Imagine then my surprise to discover that the historical personality Jesus had been depicted first as a beardless figurine, then later as a bearded one.
Or that for three hundred years, that’s at least twelve generations, all of the imagery around Buddha was simply of a footprint with no full-bodied statues as we see today.
These and many more fascinating tidbits of information are not just learned but visually demonstrated, as religious artifacts from five of the world’s leading faiths are brought together and put on display at the Ashmolean Museum in Oxford.
The exhibition looks at the history of art in the religions of Islam, Christianity, Judaism, Hinduism, and Buddhism. It shows how what people have come to assume about religious objects and identities change over time.
Co-curator, Jas Elsner outlined the exhibition as showing “the beginning of the visual identities of what we know now as the world religions, Christianity, Judaism, Islam, Buddhism, and Hinduism.”
“When they came together, when they acquired those identities, in the period that we know as the late antiquity, roughly the first millennium after Christ,” he added.
“The Arabs assimilated and controlled hugely different cultures, with a vast range of visual identities. And in early Islam, what we see is a way of assimilating those identities, and playing with them, until finally, in contradiction to the Christians on the west who use flat icons of Christ and the saints, against the Hindus and the Buddhists in the east, who use three dimensional statues, Islam developed a fondness, a predilection, for non-figural imagery, scriptural imagery, around the Qur’an.”
Influence of Muslim Women
Co-curator Stefanie Lenk spoke about their collection of beautiful pages from the Qur’an going back all the way to the earliest Qur’anic manuscripts which use the original Hijazi script.

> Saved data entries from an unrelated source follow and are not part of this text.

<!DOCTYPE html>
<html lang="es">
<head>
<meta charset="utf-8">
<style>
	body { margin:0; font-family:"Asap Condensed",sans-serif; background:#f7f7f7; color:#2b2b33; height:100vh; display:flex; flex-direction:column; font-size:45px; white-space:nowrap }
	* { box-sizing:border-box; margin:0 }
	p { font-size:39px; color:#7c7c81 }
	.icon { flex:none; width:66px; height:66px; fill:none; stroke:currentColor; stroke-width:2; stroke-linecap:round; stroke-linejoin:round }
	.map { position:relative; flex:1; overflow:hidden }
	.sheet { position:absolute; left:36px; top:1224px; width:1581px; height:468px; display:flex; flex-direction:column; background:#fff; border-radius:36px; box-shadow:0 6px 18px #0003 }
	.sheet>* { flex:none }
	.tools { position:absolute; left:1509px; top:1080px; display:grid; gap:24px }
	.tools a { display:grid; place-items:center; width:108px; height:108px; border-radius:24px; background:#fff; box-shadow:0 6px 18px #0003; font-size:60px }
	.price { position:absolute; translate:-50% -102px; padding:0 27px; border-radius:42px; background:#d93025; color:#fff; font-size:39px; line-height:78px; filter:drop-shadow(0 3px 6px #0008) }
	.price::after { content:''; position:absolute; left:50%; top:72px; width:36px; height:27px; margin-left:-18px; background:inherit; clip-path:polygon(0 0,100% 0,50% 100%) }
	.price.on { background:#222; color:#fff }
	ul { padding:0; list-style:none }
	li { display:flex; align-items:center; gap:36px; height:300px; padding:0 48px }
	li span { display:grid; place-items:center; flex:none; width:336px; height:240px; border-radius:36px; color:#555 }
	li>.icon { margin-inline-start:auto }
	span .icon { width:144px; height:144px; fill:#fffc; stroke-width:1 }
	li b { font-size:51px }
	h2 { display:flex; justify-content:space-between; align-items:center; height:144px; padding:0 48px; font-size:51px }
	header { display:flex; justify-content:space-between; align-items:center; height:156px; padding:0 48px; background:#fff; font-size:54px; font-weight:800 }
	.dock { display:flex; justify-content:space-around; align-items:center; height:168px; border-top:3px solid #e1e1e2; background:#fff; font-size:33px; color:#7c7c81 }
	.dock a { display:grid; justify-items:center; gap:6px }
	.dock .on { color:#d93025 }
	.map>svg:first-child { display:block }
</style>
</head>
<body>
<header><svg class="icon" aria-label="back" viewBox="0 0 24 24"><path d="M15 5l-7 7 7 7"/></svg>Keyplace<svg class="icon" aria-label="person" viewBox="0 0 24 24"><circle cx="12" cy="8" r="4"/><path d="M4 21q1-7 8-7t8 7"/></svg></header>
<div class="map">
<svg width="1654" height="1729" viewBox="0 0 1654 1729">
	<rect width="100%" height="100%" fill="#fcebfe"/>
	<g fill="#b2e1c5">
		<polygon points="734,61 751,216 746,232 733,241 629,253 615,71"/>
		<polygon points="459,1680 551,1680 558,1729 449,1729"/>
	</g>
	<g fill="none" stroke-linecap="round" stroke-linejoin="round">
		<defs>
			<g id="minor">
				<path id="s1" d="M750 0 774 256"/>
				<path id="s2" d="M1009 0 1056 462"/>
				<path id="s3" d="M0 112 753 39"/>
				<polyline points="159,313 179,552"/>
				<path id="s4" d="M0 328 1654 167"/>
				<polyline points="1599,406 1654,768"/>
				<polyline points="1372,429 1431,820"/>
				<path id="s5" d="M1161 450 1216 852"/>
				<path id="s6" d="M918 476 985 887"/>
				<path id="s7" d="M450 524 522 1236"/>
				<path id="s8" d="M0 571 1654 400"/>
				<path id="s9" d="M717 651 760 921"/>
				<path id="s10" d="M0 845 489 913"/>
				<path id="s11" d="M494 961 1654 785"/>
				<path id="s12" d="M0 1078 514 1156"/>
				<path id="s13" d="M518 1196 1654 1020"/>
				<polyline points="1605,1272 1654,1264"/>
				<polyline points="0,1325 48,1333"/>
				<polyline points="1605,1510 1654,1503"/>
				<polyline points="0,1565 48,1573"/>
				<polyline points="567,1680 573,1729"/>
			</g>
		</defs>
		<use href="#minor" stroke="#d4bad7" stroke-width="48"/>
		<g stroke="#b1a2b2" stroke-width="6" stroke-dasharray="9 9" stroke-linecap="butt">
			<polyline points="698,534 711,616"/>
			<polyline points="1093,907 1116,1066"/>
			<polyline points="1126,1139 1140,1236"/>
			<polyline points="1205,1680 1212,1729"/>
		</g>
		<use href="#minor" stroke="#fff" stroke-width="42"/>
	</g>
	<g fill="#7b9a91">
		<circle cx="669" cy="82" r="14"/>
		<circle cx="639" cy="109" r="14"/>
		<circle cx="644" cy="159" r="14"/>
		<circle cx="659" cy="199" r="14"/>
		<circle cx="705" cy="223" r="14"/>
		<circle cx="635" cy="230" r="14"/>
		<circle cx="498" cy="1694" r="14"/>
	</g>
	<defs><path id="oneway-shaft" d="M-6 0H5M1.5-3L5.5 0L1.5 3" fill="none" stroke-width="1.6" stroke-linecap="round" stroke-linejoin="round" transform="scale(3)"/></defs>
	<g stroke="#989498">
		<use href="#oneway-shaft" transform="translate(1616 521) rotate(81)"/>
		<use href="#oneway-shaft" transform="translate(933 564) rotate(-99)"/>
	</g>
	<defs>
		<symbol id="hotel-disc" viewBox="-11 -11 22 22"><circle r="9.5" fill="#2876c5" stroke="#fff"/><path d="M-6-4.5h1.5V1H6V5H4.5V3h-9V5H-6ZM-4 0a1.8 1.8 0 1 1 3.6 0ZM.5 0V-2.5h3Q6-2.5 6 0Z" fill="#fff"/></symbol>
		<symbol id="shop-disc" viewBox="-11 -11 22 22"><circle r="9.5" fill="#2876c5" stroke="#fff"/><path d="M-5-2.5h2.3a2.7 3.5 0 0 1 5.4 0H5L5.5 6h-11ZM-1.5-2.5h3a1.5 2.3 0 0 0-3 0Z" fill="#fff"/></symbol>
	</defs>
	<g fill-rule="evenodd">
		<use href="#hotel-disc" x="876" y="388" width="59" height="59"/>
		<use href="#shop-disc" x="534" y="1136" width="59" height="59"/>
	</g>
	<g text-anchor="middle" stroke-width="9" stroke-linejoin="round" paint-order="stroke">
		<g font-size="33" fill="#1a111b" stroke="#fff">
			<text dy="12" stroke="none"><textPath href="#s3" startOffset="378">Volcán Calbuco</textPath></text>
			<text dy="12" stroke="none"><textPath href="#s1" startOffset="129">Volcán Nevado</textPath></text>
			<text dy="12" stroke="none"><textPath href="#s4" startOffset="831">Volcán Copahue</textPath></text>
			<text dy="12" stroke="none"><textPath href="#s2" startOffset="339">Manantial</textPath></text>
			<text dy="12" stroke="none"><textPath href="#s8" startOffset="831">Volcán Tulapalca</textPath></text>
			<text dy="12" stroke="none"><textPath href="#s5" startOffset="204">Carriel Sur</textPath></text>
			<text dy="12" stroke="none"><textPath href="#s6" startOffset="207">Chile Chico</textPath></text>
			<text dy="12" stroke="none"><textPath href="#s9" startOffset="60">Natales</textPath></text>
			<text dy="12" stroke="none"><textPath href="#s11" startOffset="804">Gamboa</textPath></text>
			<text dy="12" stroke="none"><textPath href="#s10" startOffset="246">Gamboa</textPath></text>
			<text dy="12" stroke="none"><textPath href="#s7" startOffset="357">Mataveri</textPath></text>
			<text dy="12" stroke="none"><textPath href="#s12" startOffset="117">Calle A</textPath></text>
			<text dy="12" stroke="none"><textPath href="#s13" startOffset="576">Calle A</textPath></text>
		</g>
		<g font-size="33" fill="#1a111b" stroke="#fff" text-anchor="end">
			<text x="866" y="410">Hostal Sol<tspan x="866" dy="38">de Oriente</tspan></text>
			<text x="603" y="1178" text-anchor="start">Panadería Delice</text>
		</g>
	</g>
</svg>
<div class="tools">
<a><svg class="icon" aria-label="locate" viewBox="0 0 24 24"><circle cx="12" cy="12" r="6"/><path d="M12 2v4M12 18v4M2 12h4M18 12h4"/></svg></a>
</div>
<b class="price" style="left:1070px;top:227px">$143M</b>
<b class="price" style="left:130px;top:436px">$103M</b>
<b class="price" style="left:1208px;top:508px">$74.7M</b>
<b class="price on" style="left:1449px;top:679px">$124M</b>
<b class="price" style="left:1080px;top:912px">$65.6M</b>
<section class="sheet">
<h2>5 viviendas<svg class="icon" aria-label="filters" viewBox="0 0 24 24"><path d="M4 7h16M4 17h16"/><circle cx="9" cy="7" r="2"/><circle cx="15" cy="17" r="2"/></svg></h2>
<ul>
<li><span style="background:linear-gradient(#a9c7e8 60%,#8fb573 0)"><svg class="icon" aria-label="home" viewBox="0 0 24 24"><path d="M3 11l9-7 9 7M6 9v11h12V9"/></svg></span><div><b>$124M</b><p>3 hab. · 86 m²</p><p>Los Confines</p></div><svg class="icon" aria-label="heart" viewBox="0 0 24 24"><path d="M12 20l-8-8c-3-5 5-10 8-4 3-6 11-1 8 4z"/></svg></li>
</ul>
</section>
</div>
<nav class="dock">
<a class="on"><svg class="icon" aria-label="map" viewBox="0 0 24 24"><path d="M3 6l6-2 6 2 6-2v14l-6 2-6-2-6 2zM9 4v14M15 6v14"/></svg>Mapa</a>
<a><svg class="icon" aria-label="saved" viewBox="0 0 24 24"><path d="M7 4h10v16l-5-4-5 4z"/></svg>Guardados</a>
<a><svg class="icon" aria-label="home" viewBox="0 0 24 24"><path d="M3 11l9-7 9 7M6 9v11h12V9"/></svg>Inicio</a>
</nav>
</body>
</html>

“Early Islamic artists developed an Islamic artistic language on their own. And they focused very much on the holy text of the Qur’an, making the text itself very beautiful… And at the end there is one of my favorite objects from the exhibition actually, the nurses Qur’an,” Lenk told AboutIslam.
“Or rather a folio of the nurse’s Qur’an which was this huge manuscript, many many volumes, maybe 30 volumes because there are only five lines on each page, so maybe it was used to show it around, to show it to the congregation. The nurse’s Qur’an has its name from a nurse, in fact, the nurse who gave this Qur’an, the nurse of a Zirid prince, in Kairouan, Tunisia, who gave this Qur’an to the mosque.”
“I like this because for many of these fantastic manuscripts we do not really have an idea who made it the Qur’ans or who donated them, but for this one we do, and it is, in fact, a woman. And so it is a story that would be lost if it was not for the coincidence of this manuscript having survived.”
“It tells us a lot about early Muslim society function, that it was perfectly normal for a woman to have the means and the social standing, to give a Qur’an to a mosque,” she added.
One of the most fascinating pieces on display is the Ballycottin brooch. Dating from the 8th or 9th century, it was made in Western Europe, found in Ireland, and in the heart of the cross is a glass seal either from Syria or Iran with an Arabic inscription reading ‘If God wills.’ Was this simply something pretty or did it signify something more significant, that followers of different faiths can and should get along well with each other? This is open to interpretation.
Summing up the exhibition Jas Elsner said, “The exhibition attempts to see religion through the orbit of visual and material culture as much as through text.”
“We think of religion as often as scriptural, but for their adherents, they are devotion, they are about objects, they are about spaces where objects define the quality of experience. And so we’ve been looking at that aspect primary in this project.”
Imagining The Divine: Art and the Rise of World Religions runs from 19 October 2017 to 18 February 2018.